Lo ha dimostrato una ricerca dell'Università di Francoforte (Germania) presentata al meeting annuale della Radiological Society of North America.
La ricerca, che ha coinvolto 327 volontari affetti da problemi alla schiena da lungo tempo, è l'ultima di una lunga serie di studi sugli effetti dell'ozono.
Circa un terzo dei pazienti che hanno partecipato allo studio e a cui sono state fatte le iniezioni del gas ha dichiarato di provare meno dolore per i problemi al disco vertebrale.
L'ozono è un gas altamente reattivo che può essere utile o dannoso per la salute umana.

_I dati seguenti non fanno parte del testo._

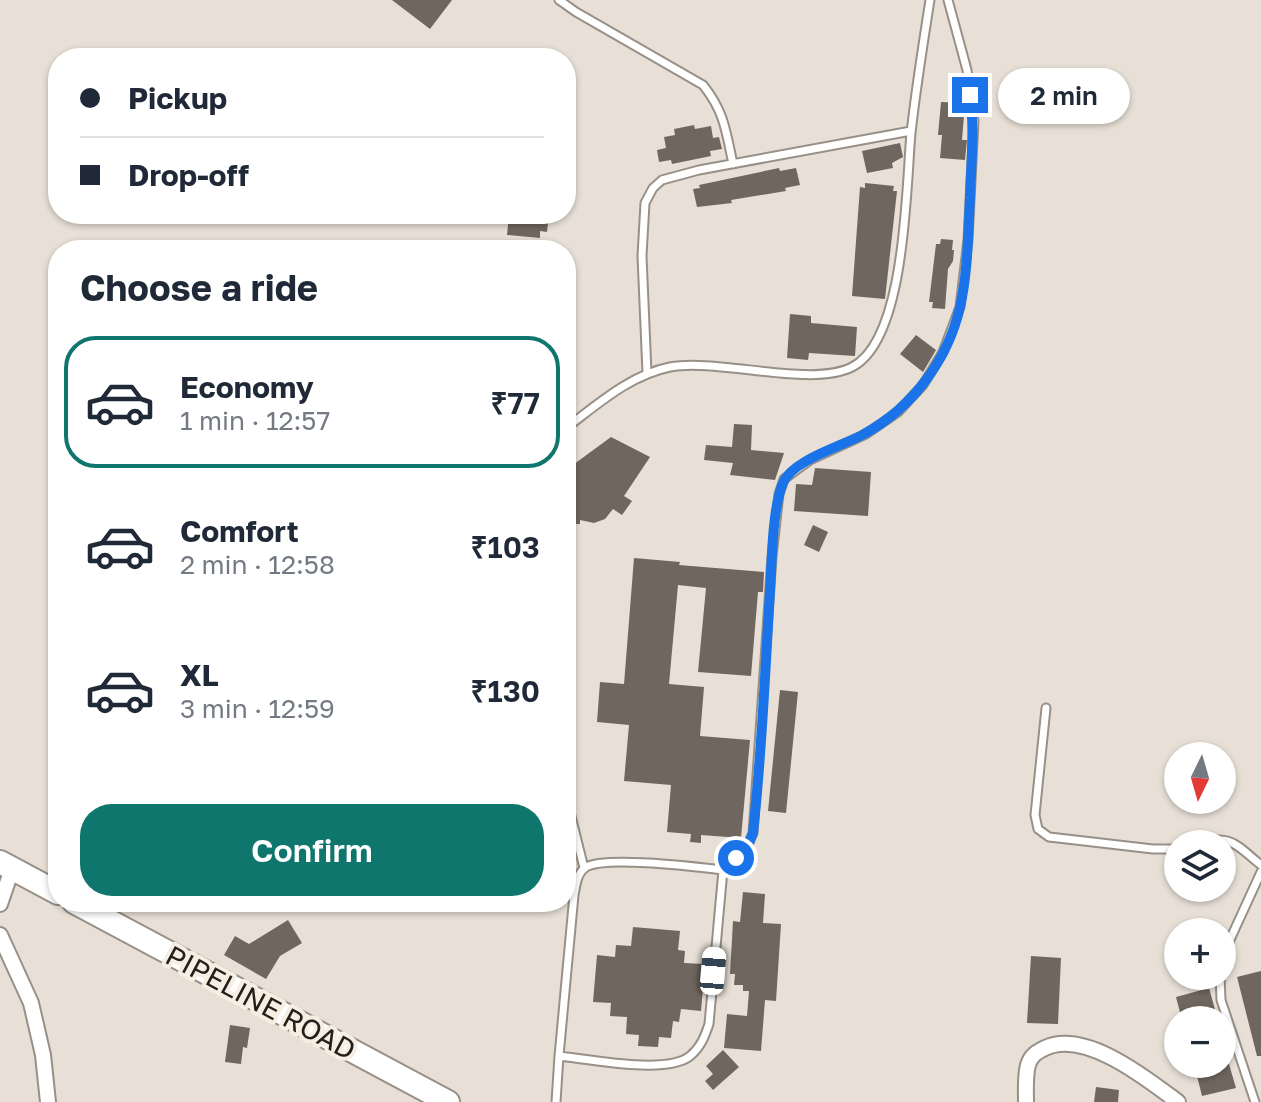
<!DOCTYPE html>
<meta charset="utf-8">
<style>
body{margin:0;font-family:"Golos Text",sans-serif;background:#f6f6f7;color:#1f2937;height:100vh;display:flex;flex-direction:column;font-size:30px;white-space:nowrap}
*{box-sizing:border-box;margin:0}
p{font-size:26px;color:#747a83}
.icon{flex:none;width:44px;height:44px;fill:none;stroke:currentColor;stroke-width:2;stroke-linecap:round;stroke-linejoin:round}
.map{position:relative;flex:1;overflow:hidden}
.sheet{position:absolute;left:48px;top:240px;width:528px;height:672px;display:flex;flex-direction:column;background:#fff;border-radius:32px;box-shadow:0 2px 6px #0004}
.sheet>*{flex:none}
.banner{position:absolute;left:48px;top:48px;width:528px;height:176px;border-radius:32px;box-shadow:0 2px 6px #0004;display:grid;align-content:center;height:176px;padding:0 32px;background:#fff}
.needle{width:52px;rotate:185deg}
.fabs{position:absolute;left:1164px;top:742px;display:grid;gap:16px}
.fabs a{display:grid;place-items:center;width:72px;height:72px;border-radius:50%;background:#fff;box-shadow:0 2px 6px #0004;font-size:40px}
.end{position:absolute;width:36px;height:36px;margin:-18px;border:10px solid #1a73e8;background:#fff;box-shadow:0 0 0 4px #fff}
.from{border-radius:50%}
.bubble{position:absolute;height:56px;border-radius:28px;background:#fff;box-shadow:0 2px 6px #0004;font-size:26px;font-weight:600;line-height:56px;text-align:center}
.car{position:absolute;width:24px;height:48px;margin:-24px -12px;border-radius:10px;box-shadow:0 0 6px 2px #0007;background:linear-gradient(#fff 24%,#345 0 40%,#fff 0 76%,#345 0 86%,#fff 0)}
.banner b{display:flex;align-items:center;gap:28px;height:76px;font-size:30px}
.banner b+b{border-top:2px solid #e0e1e3}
.banner i{width:20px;height:20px;background:#1f2937}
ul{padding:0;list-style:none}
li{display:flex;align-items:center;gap:24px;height:132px;margin:0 16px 12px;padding:0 16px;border:4px solid transparent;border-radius:32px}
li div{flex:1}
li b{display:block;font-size:30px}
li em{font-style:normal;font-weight:600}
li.current{border-color:#0f766e}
li>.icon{width:72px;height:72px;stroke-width:1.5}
h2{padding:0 32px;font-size:36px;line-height:96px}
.action{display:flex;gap:16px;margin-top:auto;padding:16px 32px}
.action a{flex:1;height:92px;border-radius:32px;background:#0f766e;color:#fff;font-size:32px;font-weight:600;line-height:92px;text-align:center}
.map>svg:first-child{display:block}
</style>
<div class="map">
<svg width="1261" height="1102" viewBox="0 0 1261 1102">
<rect width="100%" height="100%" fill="#e8e0d6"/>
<path fill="#6f675f" d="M 392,0 L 452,0 L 430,29 Z
M 941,102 L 965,103 L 962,140 L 967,140 L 965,160 L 940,158 L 942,135 L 938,135 Z
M 694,125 L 695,129 L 711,126 L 713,138 L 719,137 L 722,149 L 710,151 L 711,156 L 672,164 L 671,160 L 659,162 L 657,150 L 666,148 L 664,137 L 675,135 L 674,129 Z
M 900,143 L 903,157 L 892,163 L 893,168 L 867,173 L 862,151 Z
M 779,168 L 780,171 L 796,168 L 800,185 L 785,188 L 786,191 L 731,200 L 732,203 L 697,207 L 693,189 L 700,188 L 699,185 Z
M 865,183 L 894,186 L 893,191 L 897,191 L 885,299 L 852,296 L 860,187 L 865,188 Z
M 509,214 L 549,214 L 547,232 L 540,231 L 540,238 L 507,235 Z
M 941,239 L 953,240 L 952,250 L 954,250 L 953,261 L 948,269 L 945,309 L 932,308 L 933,302 L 929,302 L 936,244 L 940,244 Z
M 790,314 L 811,316 L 811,323 L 857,327 L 855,356 L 809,353 L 808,360 L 787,358 Z
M 916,335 L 936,350 L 923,372 L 900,354 Z
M 734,424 L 752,425 L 751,450 L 784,453 L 775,480 L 730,475 L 733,463 L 704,460 L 706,445 L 732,447 Z
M 611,437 L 650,457 L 624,496 L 632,501 L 622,515 L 613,509 L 605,519 L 594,523 L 580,520 L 580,524 L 566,524 L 566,470 Z
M 815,468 L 871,472 L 868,516 L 794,511 L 796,484 L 812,485 Z
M 813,525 L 828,532 L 819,552 L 804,545 Z
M 634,558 L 680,562 L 679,565 L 764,572 L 763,592 L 758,592 L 751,676 L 698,672 L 706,588 L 678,585 L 669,684 L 704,687 L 700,736 L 750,740 L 741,838 L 701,835 L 701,843 L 690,842 L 691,834 L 667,832 L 671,785 L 624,781 L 629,725 L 597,722 L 600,682 L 624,684 Z
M 780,690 L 798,692 L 786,813 L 768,811 Z
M 743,892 L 765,894 L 763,923 L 781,924 L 776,1001 L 765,1000 L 761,1051 L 724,1048 L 727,1014 L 747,1016 L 749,991 L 743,991 L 743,985 L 734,985 L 735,974 L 730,974 L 733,921 L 740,922 Z
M 288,920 L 302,943 L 280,956 L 266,979 L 224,955 L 235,936 L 249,944 Z
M 633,927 L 680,931 L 678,950 L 685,951 L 684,963 L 705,964 L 701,1011 L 681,1009 L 679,1022 L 673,1021 L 671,1038 L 659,1037 L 658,1047 L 638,1046 L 639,1035 L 626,1034 L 627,1017 L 610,1016 L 611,1003 L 593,1002 L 597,955 L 615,957 L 616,945 L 631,946 Z
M 1031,956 L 1061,958 L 1058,1024 L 1027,1023 Z
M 1261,971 L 1261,1056 L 1257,1056 L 1237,977 Z
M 1209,988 L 1218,1020 L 1182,1020 L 1176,997 Z
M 230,1025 L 250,1028 L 247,1048 L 243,1047 L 241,1064 L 225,1062 Z
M 723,1050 L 739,1067 L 713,1090 L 705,1081 L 713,1074 L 706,1066 Z
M 1194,1064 L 1229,1064 L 1236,1088 L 1202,1096 Z
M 1096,1087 L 1119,1090 L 1118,1102 L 1094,1102 Z"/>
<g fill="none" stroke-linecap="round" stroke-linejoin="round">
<defs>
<path id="lane" d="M 559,0 L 576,12 L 703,85 C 724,111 726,131 733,164
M 647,373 L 642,256 L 645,203 L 653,188 L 662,180 L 699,170 L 911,131
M 566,428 C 598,404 630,375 670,367 C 718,358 811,388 852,367 C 906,340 906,187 911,133 C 916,88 923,44 930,0
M 1046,708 L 1035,815 L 1038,829 L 1049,837 L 1058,838 L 1153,849 L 1178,849
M 566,796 L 584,868
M 1197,844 C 1231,833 1236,845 1261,865
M 1222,957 L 1261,872
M 1220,976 L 1221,1000 L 1255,1102
M 559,1056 L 574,895 C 576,885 577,873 586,867 C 606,856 698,867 723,870
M 556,1102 L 559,1056 C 589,1059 667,1075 690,1056 C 701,1047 705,1036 709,1024 L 723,870 L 748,845 L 753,833 L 772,557 L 779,494 L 784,479 L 810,460 L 866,434 L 898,412 L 923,385 L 943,352 L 960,307 L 968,240 L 974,121 L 967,70 L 948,0"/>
<path id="street" d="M 0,904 L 12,869
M 0,935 L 31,1003 L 43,1055 L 48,1102
M 1026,1102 C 1026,1090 1025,1076 1028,1065 C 1031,1055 1037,1052 1045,1048 C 1085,1029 1147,1079 1178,1102"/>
<path id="primary" d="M 0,862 L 58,893
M 74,902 L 448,1102"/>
</defs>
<use href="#lane" stroke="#989087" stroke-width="11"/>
<use href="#street" stroke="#989087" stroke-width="18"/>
<use href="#primary" stroke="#989087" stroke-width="26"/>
<use href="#lane" stroke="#fff" stroke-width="7"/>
<use href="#street" stroke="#fff" stroke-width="14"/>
<use href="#primary" stroke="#fff" stroke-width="22"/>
</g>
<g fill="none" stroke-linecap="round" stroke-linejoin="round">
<path stroke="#1a73e8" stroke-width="10" d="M 736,858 L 748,845 L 753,833 C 762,753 765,672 770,591 C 772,562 772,509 783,483 C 792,460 843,446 864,434 C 912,408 948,360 960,307 C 968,272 968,234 970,198 C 971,164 975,130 970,95"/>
</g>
<g text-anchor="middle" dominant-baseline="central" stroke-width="8" stroke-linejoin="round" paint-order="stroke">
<g font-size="28" fill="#23201c" stroke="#f6ede3">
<text transform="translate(261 1002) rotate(28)">PIPELINE ROAD</text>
</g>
</g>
</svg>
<div class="fabs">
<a><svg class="needle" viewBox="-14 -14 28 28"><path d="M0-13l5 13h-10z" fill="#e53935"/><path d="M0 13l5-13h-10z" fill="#747a83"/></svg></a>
<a><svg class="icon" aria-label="layers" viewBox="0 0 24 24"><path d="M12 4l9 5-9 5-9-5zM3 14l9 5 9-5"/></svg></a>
<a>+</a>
<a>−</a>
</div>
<i class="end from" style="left:736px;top:858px"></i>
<i class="end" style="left:970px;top:95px"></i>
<div class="bubble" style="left:998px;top:68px;width:132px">2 min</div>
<i class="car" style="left:713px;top:971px;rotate:5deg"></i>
<div class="banner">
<b><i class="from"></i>Pickup</b>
<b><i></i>Drop-off</b>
</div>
<section class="sheet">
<h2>Choose a ride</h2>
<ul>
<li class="current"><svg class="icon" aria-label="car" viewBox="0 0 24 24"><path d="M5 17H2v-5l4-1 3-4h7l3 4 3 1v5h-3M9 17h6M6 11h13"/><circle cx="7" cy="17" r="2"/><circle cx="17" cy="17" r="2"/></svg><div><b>Economy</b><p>1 min · 12:57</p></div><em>₹77</em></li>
<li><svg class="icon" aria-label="car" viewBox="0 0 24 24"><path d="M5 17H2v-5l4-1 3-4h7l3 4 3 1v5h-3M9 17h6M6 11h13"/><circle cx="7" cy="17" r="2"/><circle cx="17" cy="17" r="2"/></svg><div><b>Comfort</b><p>2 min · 12:58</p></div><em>₹103</em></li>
<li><svg class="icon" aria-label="car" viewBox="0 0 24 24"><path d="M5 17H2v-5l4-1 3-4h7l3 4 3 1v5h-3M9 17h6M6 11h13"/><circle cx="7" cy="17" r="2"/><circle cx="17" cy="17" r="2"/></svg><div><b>XL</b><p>3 min · 12:59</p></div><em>₹130</em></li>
</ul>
<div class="action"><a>Confirm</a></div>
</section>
</div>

Lo strato di ozono che si estende tra i 10 e i 50 chilometri sopra la superficie terrestre, ad esempio, ci protegge dalle radiazioni ultraviolette nocive del sole.
Ma a livello del suolo può essere un pericoloso inquinante atmosferico che danneggia le vie respiratorie e infiamma i polmoni.
Negli ultimi anni, tuttavia, i ricercatori hanno indagato sul suo potenziale antidolorifico contro l'ernia del disco, un problema di infiammazione o danneggiamento dei dischi della colonna vertebrale che normalmente agiscono come ammortizzatori per il corpo. Questo provoca dolore e intorpidimento.
Di solito il trattamento comporta fisioterapia e antidolorifici, ma molte persone finiscono per sottoporsi a interventi chirurgici. La terapia a base di ozono potrebbe aiutare tutti a evitare di finire in sala operatoria.
Gli scienziati tedeschi hanno trattato i pazienti resistenti ai trattamenti con una singola iniezione di ozono. Ebbene, il 37% dei soggetti ha riferito di non avere alcun dolore sei mesi dopo l'iniezione del gas. Un terzo dei pazienti, invece, ha segnalato episodi meno frequenti di mal di schiena, di solito una volta al giorno.
Il 22%, infine, non ha risentito di alcun miglioramento e il 7% ha dichiarato che la situazione è peggiorata. Prima di diventare un trattamento il gas viene mescolato con farmaci steroidei che aiutano a smorzare l'infiammazione e poi viene iniettato direttamente nel disco danneggiato con un anestetico locale.
Scansioni hanno mostrato che i dischi danneggiati si sono ridotti dal 2 al 15%. Altre ricerche invece suggeriscono che l'ozono contribuisce riducendo i livelli di prostaglandine, un composto del corpo che scatena infiammazione e dolore.